– Amy Taylor
American Eagle Outfitters
One way for companies to expand their marketing efforts into the crucial 18-25 demographic is to reach out to college students where they live.
American Eagle Outfitters is one retailer that has reached out to campuses, using college students themselves as “brand ambassadors.” A recent USA Today articlepoints out that even when students shun the idea of big-business marketing, their own words can inadvertently demonstrate the powerful influence of peer opinion leaders.
Bijah Gibson, for example, a journalism major at Colorado State University, claims to largely ignore marketing efforts targeted through social media and elsewhere:
“It doesn’t affect what I buy,” he says. “My friends have a much bigger effect on what I buy than what I see on some website or on a Facebook update.”
And precisely where did those “friends” gain their enthusiasm? Some website or a Facebook update, quite likely ….

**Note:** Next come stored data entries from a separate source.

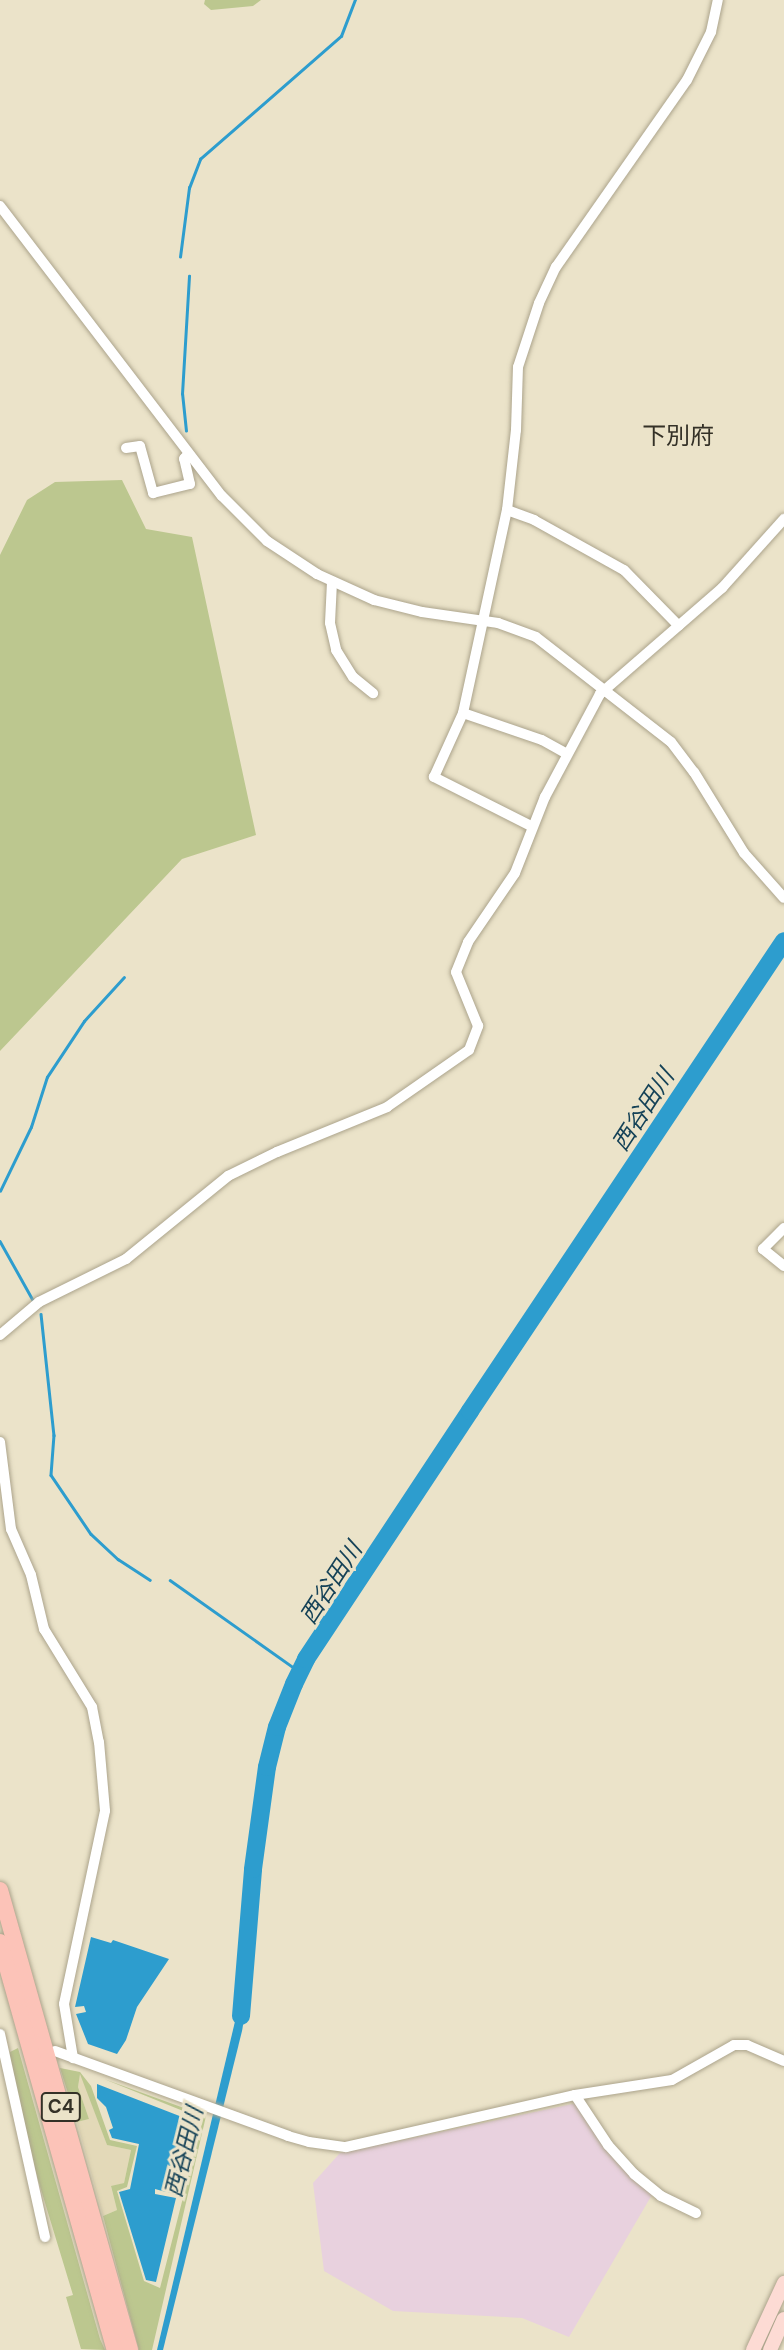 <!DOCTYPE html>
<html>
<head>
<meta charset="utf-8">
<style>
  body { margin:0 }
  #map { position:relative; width:784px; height:2350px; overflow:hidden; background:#ebe3c9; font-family:"DM Sans","Noto Sans JP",sans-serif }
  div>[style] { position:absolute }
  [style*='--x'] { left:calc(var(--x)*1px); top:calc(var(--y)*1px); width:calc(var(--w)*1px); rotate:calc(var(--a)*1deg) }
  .built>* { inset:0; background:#e3d9b8 }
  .education>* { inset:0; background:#e8d1de }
  .green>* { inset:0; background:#bcc78f }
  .water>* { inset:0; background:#2d9dce }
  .stream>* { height:2.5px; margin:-1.25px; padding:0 1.25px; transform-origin:1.25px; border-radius:1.25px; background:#2d9dce }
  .river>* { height:18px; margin:-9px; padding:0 9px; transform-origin:9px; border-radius:9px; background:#2d9dce }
  .roads { filter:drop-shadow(0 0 2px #aca48c) drop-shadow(0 0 2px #aca48c) }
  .minor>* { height:10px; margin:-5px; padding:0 5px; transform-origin:5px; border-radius:5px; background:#fff }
  .major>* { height:14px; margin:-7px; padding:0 7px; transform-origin:7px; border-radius:7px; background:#fddbd4 }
  .highway>* { height:16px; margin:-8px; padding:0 8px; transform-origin:8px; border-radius:8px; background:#fcc3b8 }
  span { translate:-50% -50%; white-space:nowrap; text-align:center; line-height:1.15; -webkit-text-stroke:6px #ebe3c9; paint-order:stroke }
  .shield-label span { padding:2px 5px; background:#ebe3c9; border:2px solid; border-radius:5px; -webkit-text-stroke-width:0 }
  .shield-label { font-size:19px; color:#343127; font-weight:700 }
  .water-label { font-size:23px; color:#154257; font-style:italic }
  .quarter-label { font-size:24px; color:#343127 }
</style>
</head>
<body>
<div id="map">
  <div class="built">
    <i style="clip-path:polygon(80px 2072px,107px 2145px,131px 2150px,124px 2183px,111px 2187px,117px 2210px,103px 2216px,77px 2122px,89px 2119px,78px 2087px)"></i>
  </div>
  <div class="education">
    <i style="clip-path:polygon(577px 2103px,653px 2193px,569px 2337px,522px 2318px,393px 2311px,324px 2271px,313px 2183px,340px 2153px)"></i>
  </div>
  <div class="green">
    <i style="clip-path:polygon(205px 0,261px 0,253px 6px,211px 10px,204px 4px)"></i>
    <i style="clip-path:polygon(122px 480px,146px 529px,192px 537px,256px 835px,182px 859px,0 1051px,0 555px,27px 500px,55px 482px)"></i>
    <i style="clip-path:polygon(18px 2048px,100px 2339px,105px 2350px,81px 2349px,66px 2297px,73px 2295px,32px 2160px,8px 2060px,10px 2052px)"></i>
    <i style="clip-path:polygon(60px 2068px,80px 2072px,91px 2086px,110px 2140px,137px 2146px,127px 2187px,117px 2191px,144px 2281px,160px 2288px,203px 2119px,104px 2079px,206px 2116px,152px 2350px,139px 2350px,103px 2216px,117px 2210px,111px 2186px,124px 2183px,131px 2150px,107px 2145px,80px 2074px,78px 2087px,89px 2119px,77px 2122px)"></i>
  </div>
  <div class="water">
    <i style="clip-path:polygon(91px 1937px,111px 1943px,113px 1940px,169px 1959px,137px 2007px,126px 2040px,117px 2054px,88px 2044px,76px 2014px,86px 2012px,84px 2006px,75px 2007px)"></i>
    <i style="clip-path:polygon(242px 1992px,249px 1992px,242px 2031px,163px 2350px,157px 2350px)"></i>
    <i style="clip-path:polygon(97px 2084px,195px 2122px,177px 2195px,155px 2189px,155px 2194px,176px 2198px,156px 2282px,146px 2280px,119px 2192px,130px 2189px,139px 2144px,112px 2138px,109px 2130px,113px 2128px,106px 2107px,97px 2098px)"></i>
  </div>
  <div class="stream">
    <i style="--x:180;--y:257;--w:70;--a:-82.6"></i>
    <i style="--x:189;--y:188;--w:31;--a:-69"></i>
    <i style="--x:200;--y:159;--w:187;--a:-41.1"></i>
    <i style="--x:341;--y:36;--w:39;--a:-69"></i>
    <i style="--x:186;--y:431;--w:37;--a:-96"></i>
    <i style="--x:182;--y:394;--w:118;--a:-86.6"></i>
    <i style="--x:0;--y:1191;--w:71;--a:-64.2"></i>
    <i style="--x:31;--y:1127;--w:52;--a:-72.3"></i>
    <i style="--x:47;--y:1077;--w:67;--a:-56.5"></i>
    <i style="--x:84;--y:1021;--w:59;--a:-47.7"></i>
    <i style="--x:0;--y:1241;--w:68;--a:60.8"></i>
    <i style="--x:41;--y:1314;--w:122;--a:83.9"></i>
    <i style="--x:54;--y:1435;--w:40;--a:94.3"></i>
    <i style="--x:51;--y:1475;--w:71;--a:55.9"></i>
    <i style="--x:91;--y:1534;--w:37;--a:43"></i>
    <i style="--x:118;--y:1559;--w:38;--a:33"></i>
    <i style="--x:170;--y:1580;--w:159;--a:35.3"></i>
  </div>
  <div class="river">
    <i style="--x:241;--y:2016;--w:147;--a:-85.3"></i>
    <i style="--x:253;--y:1869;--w:103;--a:-82.2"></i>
    <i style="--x:267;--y:1767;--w:41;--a:-76"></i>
    <i style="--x:277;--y:1727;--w:46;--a:-68.4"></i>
    <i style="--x:294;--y:1684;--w:28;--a:-64"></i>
    <i style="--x:306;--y:1659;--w:297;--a:-56.5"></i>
    <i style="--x:470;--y:1411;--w:565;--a:-56.25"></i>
  </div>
  <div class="roads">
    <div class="minor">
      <i style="--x:0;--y:206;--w:365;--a:52.6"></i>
      <i style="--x:222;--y:496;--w:64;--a:45"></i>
      <i style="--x:267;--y:541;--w:60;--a:33.4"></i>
      <i style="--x:317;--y:574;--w:63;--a:24.5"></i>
      <i style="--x:374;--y:600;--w:49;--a:14"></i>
      <i style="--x:422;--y:612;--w:77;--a:8.2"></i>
      <i style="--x:498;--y:623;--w:40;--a:20.2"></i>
      <i style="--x:536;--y:637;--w:171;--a:37.9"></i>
      <i style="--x:671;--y:742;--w:38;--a:53"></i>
      <i style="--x:694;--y:772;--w:95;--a:58.3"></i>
      <i style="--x:744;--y:853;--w:60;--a:48.4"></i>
      <i style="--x:126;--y:448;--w:14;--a:-8"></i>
      <i style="--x:140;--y:446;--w:49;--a:74.5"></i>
      <i style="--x:153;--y:493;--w:38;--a:-14"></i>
      <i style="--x:190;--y:484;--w:26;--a:-103"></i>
      <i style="--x:184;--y:459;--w:6;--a:-51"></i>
      <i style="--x:507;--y:510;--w:29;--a:20"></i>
      <i style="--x:534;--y:520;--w:103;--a:29.1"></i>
      <i style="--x:624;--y:570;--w:78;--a:45.5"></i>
      <i style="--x:332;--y:582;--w:41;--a:92.8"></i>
      <i style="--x:330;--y:623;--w:28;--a:77"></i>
      <i style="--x:336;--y:650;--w:32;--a:58"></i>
      <i style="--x:353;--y:677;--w:26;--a:39"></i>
      <i style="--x:463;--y:713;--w:83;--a:18.9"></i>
      <i style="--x:542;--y:740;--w:26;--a:29"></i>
      <i style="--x:531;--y:826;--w:109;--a:-153.2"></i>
      <i style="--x:434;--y:777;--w:70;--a:-65.6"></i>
      <i style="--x:463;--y:713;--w:208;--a:-77.8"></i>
      <i style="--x:507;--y:510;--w:81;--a:-83.6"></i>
      <i style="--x:516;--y:430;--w:63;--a:-88.2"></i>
      <i style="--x:518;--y:367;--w:67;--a:-71.8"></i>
      <i style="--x:539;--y:303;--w:40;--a:-65"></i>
      <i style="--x:556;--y:267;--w:228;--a:-55"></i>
      <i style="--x:687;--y:80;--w:54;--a:-63.4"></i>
      <i style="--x:711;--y:32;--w:33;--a:-78"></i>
      <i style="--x:784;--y:1228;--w:30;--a:135"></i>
      <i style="--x:763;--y:1249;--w:27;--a:39"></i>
      <i style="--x:0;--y:1335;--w:51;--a:-40.2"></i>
      <i style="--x:39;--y:1302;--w:97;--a:-26.3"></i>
      <i style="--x:126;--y:1259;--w:132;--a:-39.1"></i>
      <i style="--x:228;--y:1176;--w:55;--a:-26.1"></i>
      <i style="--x:277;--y:1152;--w:119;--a:-22.2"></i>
      <i style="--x:387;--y:1107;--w:100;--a:-34.8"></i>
      <i style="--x:469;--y:1050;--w:26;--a:-69"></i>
      <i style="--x:478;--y:1026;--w:58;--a:-112.2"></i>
      <i style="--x:456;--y:972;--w:32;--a:-68"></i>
      <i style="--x:468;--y:942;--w:83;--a:-55.7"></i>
      <i style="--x:515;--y:873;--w:82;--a:-68.5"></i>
      <i style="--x:545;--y:797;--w:117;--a:-61.9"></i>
      <i style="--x:600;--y:694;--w:162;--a:-41"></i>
      <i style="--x:722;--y:588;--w:93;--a:-48.1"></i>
      <i style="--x:0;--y:1442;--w:88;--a:82.8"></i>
      <i style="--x:11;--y:1529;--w:50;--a:66.5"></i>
      <i style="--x:31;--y:1575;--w:56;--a:76.5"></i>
      <i style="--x:44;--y:1629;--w:92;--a:58.4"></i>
      <i style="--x:92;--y:1707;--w:36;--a:79"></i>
      <i style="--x:99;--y:1742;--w:69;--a:85"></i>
      <i style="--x:105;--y:1811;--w:197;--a:102"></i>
      <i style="--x:64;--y:2004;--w:55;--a:80.5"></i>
      <i style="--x:0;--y:2034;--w:208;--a:77.5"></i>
      <i style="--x:55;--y:2051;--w:248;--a:20"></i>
      <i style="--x:288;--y:2136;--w:22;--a:16"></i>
      <i style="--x:309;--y:2142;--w:37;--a:8"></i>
      <i style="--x:346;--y:2147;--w:235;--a:-12.8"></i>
      <i style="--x:575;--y:2095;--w:98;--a:-8.8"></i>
      <i style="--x:672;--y:2080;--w:71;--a:-29.4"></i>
      <i style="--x:734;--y:2045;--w:13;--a:0"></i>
      <i style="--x:747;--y:2045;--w:40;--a:23.4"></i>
      <i style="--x:575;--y:2095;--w:60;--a:56.6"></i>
      <i style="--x:608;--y:2145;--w:39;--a:48"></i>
      <i style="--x:634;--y:2174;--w:35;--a:39"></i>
      <i style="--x:661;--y:2196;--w:39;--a:26"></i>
    </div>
    <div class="major">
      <i style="--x:753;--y:2350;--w:74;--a:-65.2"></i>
      <i style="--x:770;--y:2350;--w:34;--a:-66"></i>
    </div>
    <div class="highway">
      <i style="--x:0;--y:1890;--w:478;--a:74.2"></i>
      <i style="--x:0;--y:1942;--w:424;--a:74.3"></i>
    </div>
  </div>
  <div class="shield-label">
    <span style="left:61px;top:2107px">C4</span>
  </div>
  <div class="water-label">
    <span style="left:643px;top:1110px;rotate:-57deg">西谷田川</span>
    <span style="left:331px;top:1583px;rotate:-57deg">西谷田川</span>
    <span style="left:184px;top:2152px;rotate:-76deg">西谷田川</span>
  </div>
  <div class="quarter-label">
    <span style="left:678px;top:436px">下別府</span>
  </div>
</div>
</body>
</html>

Red Bull is another company that has huddled with marketing advisers and come up with a college-based strategy. Red Bull sells more than 4 billion cans a year in the United States – its target market heavily skewed to 18-25 (with 8.4 million Facebook friends).

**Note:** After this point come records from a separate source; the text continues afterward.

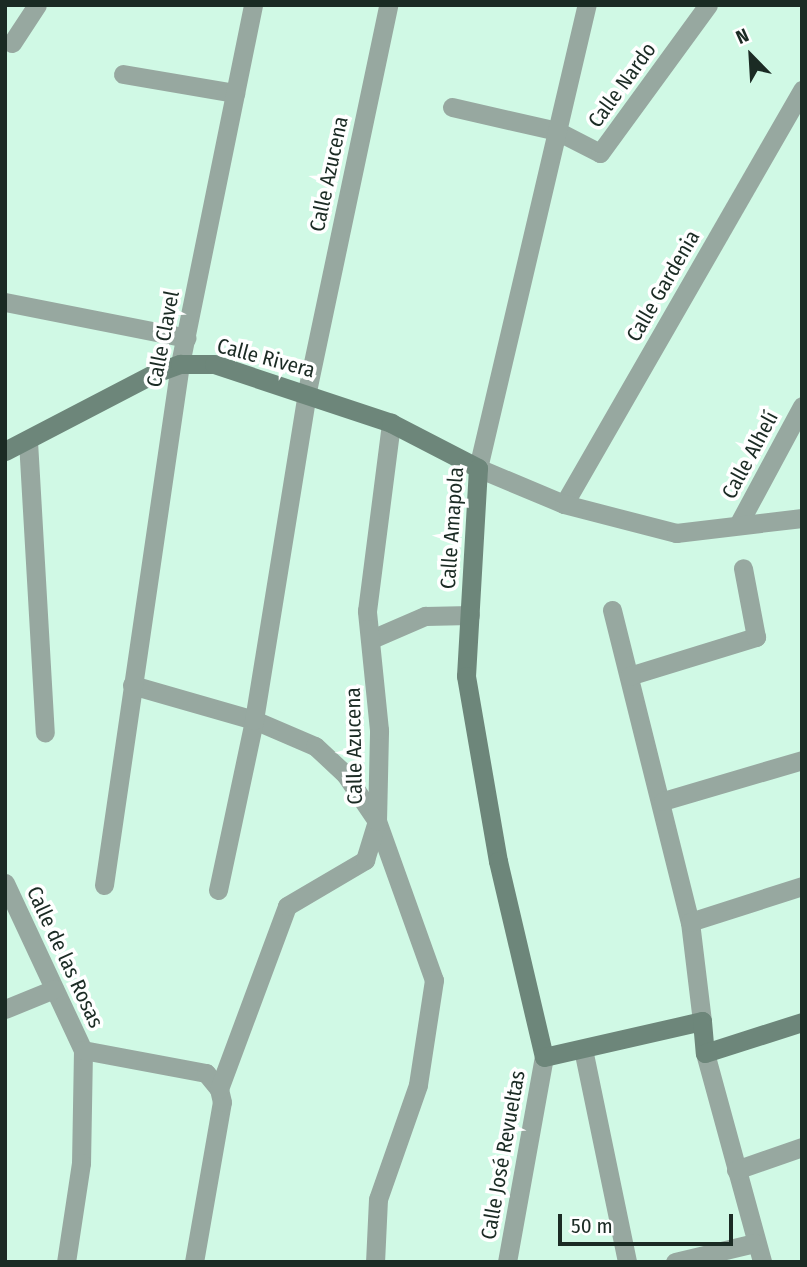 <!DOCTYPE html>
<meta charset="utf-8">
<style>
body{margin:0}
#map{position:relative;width:807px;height:1267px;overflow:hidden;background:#d0f9e5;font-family:"Fira Sans Condensed",sans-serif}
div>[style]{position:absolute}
.minor>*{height:19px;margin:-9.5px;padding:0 9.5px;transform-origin:9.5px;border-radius:9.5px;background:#97a8a0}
.tertiary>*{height:19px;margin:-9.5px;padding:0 9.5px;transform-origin:9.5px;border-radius:9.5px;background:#97a8a0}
.secondary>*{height:19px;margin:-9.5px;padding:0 9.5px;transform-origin:9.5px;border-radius:9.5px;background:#6d867a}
span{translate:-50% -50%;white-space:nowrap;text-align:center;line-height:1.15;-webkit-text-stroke:7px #fff;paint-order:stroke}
.street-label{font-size:21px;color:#1b2b24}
.frame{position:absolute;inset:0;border:7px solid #1b2b24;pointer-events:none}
.north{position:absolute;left:716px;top:21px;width:70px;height:70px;-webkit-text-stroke:5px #fff;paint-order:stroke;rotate:336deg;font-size:19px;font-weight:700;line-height:28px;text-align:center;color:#1b2b24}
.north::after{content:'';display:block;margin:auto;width:24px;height:32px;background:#1b2b24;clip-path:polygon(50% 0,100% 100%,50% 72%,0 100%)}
.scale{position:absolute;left:558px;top:1214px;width:175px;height:32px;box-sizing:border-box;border:4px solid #1b2b24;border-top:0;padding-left:9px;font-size:21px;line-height:24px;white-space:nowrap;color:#1b2b24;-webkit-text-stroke:5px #fff;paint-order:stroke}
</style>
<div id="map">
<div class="minor">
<i style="left:12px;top:43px;width:45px;rotate:-56.7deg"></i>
<i style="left:123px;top:74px;width:114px;rotate:9.6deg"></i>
<i style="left:452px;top:107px;width:108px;rotate:12.9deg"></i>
<i style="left:557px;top:131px;width:48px;rotate:27.1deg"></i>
<i style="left:600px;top:153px;width:183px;rotate:-53.9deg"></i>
<i style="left:5px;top:302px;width:185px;rotate:11.2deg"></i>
<i style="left:28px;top:441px;width:292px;rotate:86.7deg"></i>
<i style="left:478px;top:468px;width:476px;rotate:-76.8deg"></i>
<i style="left:564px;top:504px;width:478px;rotate:-60.1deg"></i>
<i style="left:738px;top:525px;width:135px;rotate:-61.7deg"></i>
<i style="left:612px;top:610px;width:322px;rotate:76deg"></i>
<i style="left:690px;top:922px;width:100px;rotate:83.1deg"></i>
<i style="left:374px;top:638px;width:56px;rotate:-23.3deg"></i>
<i style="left:425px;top:616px;width:45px;rotate:-1.3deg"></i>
<i style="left:629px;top:676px;width:133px;rotate:-17.1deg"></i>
<i style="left:756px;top:637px;width:70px;rotate:-100.7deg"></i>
<i style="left:132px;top:685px;width:127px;rotate:16deg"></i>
<i style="left:254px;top:720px;width:66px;rotate:23.1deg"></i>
<i style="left:315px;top:746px;width:41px;rotate:43deg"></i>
<i style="left:345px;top:774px;width:57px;rotate:55.8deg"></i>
<i style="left:377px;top:821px;width:169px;rotate:70.3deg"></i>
<i style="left:434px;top:980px;width:106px;rotate:98.7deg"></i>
<i style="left:418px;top:1085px;width:121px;rotate:109.3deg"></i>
<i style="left:378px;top:1199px;width:63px;rotate:92.7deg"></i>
<i style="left:663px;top:801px;width:145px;rotate:-16.4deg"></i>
<i style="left:5px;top:883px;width:184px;rotate:65deg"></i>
<i style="left:83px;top:1050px;width:113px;rotate:91deg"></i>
<i style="left:81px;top:1163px;width:100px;rotate:98.6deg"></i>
<i style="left:104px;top:885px;width:527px;rotate:-81.7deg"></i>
<i style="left:180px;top:364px;width:366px;rotate:-78.5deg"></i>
<i style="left:218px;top:890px;width:174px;rotate:-78deg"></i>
<i style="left:254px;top:720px;width:333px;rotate:-80.8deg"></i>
<i style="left:307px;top:391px;width:394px;rotate:-78.1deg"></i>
<i style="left:690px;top:922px;width:118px;rotate:-17.8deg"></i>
<i style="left:5px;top:1009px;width:53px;rotate:-22.2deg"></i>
<i style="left:583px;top:1049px;width:217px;rotate:78.3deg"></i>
<i style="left:83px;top:1050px;width:125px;rotate:10.6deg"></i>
<i style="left:206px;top:1073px;width:21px;rotate:51deg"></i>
<i style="left:705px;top:1053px;width:217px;rotate:74.7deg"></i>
<i style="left:736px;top:1170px;width:70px;rotate:-19.2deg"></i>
<i style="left:194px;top:1262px;width:162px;rotate:-80.1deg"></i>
<i style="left:222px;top:1102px;width:13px;rotate:-103deg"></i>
<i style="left:219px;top:1089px;width:195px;rotate:-69.6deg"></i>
<i style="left:287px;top:906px;width:91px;rotate:-30.5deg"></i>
<i style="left:365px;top:860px;width:41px;rotate:-72.9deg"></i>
<i style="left:377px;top:821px;width:91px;rotate:-88.7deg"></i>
<i style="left:379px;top:730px;width:120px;rotate:-95.8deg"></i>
<i style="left:367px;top:611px;width:190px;rotate:-82.7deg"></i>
<i style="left:507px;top:1262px;width:208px;rotate:-79.8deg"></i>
<i style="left:675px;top:1262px;width:82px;rotate:-13.4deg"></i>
</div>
<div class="tertiary">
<i style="left:478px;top:468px;width:93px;rotate:22.7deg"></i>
<i style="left:564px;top:504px;width:116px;rotate:14.5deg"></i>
<i style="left:676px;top:533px;width:127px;rotate:-6.8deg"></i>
</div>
<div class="secondary">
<i style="left:5px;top:451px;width:169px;rotate:-27.5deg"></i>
<i style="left:155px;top:373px;width:27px;rotate:-20deg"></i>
<i style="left:180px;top:364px;width:34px"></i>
<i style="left:214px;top:364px;width:187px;rotate:18.4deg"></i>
<i style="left:391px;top:423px;width:98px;rotate:27.3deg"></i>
<i style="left:478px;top:468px;width:208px;rotate:93.3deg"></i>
<i style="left:466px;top:676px;width:188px;rotate:80.2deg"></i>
<i style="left:498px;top:861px;width:201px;rotate:76.8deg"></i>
<i style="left:544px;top:1057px;width:162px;rotate:-12.8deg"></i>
<i style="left:702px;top:1021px;width:32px;rotate:85deg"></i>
<i style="left:705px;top:1053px;width:102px;rotate:-17.7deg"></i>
</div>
<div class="street-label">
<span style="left:622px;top:85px;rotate:-54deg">Calle Nardo</span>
<span style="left:329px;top:174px;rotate:-78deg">Calle Azucena</span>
<span style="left:663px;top:286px;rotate:-60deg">Calle Gardenia</span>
<span style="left:163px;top:339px;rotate:-79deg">Calle Clavel</span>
<span style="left:266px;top:358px;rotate:15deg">Calle Rivera</span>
<span style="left:750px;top:455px;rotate:-62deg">Calle Alhelí</span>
<span style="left:452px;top:528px;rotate:-86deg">Calle Amapola</span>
<span style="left:354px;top:746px;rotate:-91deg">Calle Azucena</span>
<span style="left:65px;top:957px;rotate:65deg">Calle de las Rosas</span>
<span style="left:503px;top:1155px;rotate:-80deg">Calle José Revueltas</span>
</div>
<div class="frame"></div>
<div class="north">N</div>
<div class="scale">50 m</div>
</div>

When students returned to school this fall, for example, thousands got sample Red Bull Energy Shots (2-ounce bottles that retail for $2.99) at college bookstores (talk about helping students stay awake for those study, work, play and party priorities).
It also moved forward with a “4-Pack Thursday” because “Thursday is the new Friday” promotion on campuses across the country.
Entrepreneur e-zine offers five tips for reaching the elusive college market:
- Consider mobile marketing.
- Get to the point, fast.
- Don’t try to be cool if you’re not.
- Get your product right before bragging about it.
- Win over mom and dad.
Ahhh, couldn’t we all learn from that fifth item: Honor thy father and mother!